Meta's CTO drags the Apple Vision Pro for being 'very uncomfortable'
- Andrew Bosworth is the latest executive to rag on Apple's Vision Pro, a rival to Meta's Quest.
- The Meta CTO criticized the weight of the Apple headset, as well as its motion blur.
Mark Zuckerberg may have been the first Meta exec to throw a jab at the Vision Pro, but his chief technology officer quickly made it a one-two punch.
Andrew Bosworth, Meta's CTO, said in a recent Q&A on his Instagram that several issues stood out to him after he tried Apple's new headset. The Vision Pro's main competitor is Meta's own Quest series of VR headsets.
In the seven-part response posted Wednesday, Bosworth said he had anticipated having to position Meta's Quest 3 as "the best value headset" on the market — or in other words, that the Apple Vision Pro would be the superior device from a purely technological standpoint.

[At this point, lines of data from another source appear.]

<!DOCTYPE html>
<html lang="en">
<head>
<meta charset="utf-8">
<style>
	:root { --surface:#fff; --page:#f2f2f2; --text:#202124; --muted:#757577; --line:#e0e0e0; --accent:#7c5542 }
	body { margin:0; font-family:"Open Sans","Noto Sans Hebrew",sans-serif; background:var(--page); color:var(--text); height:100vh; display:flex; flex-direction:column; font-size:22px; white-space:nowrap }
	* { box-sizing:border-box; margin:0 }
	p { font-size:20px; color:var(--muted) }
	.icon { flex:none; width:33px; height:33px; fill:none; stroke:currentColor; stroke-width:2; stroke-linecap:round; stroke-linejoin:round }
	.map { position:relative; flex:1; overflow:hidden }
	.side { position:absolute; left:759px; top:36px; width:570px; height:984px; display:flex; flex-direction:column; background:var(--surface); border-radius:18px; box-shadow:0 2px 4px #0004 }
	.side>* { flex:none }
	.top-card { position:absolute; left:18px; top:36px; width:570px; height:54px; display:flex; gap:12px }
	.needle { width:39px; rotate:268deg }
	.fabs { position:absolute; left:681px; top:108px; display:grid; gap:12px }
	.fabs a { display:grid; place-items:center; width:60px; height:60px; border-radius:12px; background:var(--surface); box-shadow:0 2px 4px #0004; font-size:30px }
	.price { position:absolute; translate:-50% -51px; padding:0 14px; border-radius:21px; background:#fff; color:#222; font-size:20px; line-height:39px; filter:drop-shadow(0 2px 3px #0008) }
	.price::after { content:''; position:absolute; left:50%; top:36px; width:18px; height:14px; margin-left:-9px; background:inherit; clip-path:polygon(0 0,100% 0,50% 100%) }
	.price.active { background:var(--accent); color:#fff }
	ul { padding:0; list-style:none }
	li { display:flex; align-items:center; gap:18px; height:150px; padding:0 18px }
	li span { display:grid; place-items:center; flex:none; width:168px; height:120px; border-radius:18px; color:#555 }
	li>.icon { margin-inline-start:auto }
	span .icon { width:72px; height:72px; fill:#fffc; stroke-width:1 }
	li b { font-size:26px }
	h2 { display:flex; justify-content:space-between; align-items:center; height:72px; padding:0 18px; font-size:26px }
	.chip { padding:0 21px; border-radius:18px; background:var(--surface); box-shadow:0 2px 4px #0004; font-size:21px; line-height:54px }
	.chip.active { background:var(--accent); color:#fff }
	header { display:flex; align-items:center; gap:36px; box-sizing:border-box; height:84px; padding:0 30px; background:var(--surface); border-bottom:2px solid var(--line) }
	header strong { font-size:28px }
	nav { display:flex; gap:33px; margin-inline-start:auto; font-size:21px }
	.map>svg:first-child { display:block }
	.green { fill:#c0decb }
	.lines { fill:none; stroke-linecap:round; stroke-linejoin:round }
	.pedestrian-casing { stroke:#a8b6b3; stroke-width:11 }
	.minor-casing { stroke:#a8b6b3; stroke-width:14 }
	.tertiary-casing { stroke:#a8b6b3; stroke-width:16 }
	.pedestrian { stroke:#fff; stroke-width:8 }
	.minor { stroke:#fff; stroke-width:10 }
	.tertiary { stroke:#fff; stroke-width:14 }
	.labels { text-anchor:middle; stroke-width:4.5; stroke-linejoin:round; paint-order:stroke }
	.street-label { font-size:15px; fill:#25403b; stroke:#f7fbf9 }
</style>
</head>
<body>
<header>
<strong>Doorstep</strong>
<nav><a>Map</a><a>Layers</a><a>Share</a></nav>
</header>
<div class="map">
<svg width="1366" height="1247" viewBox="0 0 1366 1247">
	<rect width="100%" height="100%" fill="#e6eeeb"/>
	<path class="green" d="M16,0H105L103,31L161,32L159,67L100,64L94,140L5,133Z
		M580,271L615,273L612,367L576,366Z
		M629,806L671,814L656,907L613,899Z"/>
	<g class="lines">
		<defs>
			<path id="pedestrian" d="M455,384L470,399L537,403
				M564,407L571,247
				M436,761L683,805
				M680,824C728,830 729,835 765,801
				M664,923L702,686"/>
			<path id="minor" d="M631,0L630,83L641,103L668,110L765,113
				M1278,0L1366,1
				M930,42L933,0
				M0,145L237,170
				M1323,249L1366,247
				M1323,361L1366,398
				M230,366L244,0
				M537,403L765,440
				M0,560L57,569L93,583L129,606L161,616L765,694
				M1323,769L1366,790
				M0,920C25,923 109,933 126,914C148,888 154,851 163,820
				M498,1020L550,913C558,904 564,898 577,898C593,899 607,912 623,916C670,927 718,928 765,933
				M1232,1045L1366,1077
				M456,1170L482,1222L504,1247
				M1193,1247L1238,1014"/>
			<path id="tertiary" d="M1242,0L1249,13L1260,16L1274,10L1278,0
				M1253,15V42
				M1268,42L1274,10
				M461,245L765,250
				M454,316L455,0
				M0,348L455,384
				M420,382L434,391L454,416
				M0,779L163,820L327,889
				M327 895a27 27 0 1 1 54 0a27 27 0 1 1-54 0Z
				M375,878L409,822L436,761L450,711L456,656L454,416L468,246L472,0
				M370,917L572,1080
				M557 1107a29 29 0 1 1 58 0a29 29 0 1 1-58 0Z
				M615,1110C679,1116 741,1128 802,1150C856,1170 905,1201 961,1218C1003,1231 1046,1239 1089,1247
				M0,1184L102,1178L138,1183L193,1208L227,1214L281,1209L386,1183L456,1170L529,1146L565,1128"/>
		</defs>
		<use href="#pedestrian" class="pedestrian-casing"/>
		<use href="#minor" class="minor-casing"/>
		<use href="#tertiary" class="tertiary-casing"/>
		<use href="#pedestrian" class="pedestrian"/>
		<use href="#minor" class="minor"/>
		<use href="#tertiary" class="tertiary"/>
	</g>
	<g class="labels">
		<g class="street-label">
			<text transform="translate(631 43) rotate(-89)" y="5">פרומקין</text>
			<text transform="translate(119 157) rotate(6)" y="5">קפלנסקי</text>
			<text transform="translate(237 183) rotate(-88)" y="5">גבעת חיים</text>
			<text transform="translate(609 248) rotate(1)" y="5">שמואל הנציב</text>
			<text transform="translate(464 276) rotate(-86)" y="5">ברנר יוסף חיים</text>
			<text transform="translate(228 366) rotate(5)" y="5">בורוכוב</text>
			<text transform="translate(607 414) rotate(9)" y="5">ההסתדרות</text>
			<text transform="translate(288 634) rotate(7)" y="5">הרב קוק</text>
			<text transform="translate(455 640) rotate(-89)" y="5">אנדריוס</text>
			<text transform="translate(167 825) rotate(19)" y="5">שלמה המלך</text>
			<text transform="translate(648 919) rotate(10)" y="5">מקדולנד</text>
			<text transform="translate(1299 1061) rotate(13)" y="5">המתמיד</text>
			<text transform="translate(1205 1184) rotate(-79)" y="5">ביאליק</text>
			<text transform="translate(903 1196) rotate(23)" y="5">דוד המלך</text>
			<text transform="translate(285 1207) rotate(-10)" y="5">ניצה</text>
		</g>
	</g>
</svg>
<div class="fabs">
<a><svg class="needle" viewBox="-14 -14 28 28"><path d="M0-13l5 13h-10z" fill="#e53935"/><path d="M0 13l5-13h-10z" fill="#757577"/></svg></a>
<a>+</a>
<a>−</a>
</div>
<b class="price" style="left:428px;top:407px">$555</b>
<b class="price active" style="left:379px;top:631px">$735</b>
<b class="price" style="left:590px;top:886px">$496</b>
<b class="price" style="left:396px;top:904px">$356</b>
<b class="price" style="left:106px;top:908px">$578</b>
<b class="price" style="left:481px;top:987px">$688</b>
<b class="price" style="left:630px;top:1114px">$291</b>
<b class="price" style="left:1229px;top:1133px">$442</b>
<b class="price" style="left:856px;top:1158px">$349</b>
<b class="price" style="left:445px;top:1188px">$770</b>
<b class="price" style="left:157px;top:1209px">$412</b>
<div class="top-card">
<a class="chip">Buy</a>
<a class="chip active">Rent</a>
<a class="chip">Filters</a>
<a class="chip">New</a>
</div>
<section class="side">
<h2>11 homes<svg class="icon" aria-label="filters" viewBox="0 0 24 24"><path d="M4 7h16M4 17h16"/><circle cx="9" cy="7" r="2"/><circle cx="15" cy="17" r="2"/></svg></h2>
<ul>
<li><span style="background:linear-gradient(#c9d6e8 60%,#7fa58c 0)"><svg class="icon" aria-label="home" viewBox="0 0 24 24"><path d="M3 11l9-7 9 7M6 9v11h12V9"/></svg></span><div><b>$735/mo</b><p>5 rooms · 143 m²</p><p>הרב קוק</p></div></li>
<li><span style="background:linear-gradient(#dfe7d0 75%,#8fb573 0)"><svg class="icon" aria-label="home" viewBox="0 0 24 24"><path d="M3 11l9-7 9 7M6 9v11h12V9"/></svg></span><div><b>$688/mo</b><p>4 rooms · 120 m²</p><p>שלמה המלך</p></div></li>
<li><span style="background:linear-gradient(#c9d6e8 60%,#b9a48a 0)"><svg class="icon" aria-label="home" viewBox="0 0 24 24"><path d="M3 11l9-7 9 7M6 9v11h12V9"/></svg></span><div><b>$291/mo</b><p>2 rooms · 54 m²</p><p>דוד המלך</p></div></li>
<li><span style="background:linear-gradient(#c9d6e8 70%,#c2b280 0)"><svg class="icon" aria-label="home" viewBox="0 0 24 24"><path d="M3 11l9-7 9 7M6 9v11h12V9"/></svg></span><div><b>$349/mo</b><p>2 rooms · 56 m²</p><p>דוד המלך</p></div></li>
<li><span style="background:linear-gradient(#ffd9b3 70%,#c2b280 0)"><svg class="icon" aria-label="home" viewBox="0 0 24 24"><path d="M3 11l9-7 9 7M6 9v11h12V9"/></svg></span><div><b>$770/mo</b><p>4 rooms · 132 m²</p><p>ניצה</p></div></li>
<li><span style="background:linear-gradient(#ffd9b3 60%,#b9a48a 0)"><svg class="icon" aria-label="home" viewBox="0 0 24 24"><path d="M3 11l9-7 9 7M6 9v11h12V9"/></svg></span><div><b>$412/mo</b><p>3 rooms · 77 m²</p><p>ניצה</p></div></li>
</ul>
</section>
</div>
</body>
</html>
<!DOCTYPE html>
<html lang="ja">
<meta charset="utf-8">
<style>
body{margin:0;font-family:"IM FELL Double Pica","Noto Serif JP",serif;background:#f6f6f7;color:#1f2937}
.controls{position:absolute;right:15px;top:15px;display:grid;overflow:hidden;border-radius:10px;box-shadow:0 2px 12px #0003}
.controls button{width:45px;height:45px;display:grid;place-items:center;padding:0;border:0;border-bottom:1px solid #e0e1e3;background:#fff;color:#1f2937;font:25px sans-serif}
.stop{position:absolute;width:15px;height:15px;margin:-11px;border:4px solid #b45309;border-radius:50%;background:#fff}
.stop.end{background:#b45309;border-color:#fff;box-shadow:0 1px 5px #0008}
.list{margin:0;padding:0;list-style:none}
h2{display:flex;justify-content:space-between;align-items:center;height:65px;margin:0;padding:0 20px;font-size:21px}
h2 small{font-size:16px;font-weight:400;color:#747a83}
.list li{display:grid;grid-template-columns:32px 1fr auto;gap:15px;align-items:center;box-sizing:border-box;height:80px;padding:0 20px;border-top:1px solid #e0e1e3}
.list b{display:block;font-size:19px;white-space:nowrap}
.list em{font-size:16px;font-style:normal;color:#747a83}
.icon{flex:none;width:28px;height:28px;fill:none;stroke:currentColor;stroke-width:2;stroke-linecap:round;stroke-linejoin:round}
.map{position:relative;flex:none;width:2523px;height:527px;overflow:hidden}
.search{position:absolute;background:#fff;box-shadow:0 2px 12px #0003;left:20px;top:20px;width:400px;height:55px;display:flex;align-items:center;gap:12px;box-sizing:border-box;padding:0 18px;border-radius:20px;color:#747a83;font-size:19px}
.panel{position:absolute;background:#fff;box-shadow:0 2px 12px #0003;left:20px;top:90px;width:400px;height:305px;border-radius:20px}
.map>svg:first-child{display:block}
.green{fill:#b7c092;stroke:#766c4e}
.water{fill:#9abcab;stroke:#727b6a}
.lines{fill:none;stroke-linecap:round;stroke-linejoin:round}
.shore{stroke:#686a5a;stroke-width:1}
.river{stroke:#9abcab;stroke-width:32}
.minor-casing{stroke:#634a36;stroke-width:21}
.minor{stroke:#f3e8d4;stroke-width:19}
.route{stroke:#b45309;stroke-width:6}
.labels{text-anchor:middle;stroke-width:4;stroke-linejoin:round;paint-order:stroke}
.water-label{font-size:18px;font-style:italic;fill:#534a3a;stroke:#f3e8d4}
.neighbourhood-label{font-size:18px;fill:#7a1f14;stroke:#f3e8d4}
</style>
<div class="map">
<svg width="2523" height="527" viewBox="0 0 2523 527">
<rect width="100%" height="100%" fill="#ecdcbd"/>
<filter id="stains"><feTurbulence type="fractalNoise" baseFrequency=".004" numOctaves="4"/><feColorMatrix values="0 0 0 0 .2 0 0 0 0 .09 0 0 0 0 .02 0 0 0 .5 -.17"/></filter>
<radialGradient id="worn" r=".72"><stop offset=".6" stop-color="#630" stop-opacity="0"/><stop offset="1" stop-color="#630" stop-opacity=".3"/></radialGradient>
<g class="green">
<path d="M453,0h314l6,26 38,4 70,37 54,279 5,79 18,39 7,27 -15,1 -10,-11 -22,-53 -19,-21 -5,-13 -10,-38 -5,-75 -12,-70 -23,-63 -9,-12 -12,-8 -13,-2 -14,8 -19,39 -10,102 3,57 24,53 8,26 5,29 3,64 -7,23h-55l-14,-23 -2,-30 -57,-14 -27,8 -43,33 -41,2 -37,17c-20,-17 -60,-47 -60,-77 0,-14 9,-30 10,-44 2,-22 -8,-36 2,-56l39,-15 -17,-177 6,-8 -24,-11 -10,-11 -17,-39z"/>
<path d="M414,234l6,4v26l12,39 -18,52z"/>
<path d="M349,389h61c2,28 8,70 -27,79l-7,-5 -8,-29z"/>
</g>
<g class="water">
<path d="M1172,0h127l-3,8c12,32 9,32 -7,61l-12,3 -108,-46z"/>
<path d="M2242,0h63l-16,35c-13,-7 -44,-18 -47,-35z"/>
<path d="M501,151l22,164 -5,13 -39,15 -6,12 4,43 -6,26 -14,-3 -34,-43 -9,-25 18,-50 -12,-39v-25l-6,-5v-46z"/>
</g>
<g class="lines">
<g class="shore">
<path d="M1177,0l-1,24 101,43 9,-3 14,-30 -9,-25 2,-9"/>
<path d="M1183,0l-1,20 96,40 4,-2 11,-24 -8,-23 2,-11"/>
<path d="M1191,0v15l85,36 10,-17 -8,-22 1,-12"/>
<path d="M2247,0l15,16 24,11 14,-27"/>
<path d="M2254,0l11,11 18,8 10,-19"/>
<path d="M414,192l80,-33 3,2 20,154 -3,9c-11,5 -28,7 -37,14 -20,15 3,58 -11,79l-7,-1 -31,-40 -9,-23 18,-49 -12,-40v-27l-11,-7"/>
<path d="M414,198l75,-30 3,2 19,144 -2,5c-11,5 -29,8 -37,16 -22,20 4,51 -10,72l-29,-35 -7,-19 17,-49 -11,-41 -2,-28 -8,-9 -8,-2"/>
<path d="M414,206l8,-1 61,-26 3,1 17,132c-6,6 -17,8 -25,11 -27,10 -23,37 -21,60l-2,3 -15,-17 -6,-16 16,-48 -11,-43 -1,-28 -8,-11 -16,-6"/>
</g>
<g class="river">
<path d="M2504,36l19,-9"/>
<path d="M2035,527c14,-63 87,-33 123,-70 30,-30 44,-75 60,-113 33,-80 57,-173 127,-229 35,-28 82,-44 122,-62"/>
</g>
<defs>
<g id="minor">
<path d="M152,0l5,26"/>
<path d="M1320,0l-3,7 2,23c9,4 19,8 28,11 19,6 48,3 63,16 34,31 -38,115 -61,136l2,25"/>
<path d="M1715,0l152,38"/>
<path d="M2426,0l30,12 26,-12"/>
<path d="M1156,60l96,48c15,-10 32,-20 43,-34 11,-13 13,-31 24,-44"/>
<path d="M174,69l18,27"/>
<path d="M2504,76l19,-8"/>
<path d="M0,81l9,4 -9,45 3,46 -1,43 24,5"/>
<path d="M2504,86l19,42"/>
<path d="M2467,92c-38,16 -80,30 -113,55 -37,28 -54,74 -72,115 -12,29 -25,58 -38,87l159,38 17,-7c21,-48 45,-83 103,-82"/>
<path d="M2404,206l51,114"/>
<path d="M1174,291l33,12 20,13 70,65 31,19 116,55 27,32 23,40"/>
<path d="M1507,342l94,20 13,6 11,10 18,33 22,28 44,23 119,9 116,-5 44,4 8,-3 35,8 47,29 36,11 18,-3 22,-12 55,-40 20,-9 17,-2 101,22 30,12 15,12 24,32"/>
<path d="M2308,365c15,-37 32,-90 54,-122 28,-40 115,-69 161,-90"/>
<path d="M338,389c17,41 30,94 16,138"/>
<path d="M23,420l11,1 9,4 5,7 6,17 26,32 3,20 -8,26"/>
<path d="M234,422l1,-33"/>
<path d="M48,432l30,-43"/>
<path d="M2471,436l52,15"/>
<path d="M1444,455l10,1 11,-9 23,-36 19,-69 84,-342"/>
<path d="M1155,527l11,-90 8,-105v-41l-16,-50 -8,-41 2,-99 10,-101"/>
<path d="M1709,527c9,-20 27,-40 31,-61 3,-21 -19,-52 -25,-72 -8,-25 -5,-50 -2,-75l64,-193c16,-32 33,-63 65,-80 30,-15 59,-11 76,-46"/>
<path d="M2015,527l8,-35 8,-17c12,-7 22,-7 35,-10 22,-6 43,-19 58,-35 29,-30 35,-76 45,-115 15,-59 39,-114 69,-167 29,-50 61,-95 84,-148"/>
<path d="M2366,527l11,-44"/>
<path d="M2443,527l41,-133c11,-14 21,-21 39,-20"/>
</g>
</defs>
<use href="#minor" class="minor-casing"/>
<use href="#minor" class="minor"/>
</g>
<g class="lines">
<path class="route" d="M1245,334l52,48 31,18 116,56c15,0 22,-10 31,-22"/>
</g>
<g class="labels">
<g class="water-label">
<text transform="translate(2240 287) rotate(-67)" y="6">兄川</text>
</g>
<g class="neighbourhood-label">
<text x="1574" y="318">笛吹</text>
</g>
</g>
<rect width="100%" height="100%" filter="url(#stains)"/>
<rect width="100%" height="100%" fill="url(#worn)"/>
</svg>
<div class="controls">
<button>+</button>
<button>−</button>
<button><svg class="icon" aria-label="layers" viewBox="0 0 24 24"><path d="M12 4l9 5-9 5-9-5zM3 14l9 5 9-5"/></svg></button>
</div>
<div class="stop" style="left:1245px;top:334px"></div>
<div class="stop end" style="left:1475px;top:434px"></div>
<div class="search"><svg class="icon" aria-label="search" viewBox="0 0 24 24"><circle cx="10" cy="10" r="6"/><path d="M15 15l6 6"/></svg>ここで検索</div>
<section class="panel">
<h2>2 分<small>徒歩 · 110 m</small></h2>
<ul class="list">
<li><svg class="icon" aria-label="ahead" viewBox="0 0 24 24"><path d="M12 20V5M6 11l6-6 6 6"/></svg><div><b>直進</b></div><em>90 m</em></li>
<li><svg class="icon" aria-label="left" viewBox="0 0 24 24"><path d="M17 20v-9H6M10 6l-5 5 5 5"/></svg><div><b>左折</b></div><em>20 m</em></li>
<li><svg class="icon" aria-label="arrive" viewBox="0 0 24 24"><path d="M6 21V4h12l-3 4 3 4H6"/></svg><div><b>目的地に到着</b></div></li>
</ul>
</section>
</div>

The first generation of Vision Pros are selling for $3,500, which dwarfs the Quest 3's $500 price tag.
But after using it, Bosworth said that's not the case, and he agrees with his boss that Meta's Quest 3 is the better headset overall.
"As soon as I put the headset on, I can see what trade-offs they made and why they made them. And, perhaps definitionally, those aren't the trade-offs I would have made," he said.
Bosworth, like many other reviewers, was critical of the Vision Pro's hefty weight, saying that before long he'd found it "very uncomfortable to use."
"I think it's way too much weight. And it's distributed poorly," he said.
While Apple executives have argued that the device is as light as it can possibly be, Bosworth said the company's aesthetic choices are part of the problem.
"It's part of their design language, the metal and the glass," he said. "But metal and glass are not premium materials when they're on your face. When they're in your hand, they feel nice and they react nicely. But on your face, lightness is the premium material."
He also described the motion blur in the device screen when looking at your physical surroundings as "really distracting."
"I look around a lot, I guess," he said. "I don't know, maybe that's the problem."
Bosworth did say that there were some "tremendously great things" that he enjoyed in the Vision Pro, namely the screens' super-high-resolution and low latency, which he said made watching movies and media an impressive experience.
Perhaps unsurprisingly, the Meta CEO wants you to opt for its Quest 3 headset over Apple's. "Save yourself $3,000," he said.
"Am I being totally fair? I don't know," he added. "I'm not here to be fair. I am being honest with you."
Bosworth's analysis of the Vision Pro echoed Zuckerberg's earlier critique.
"I don't just think that Quest is the better value, it's the better product period," Zuckerberg said about the Vision Pro in a video posted to his Instagram page on Tuesday.
The Meta CEO also drew attention to the Vision Pro's unwieldy weight — noting that the Quest 3 is 120 grams less, "a really big difference on your face" — its motion blur, and its relative lack of third-party content.
"They have different strengths, but overall Quest is better for the vast majority of things that people use mixed reality for," Zuckerberg said.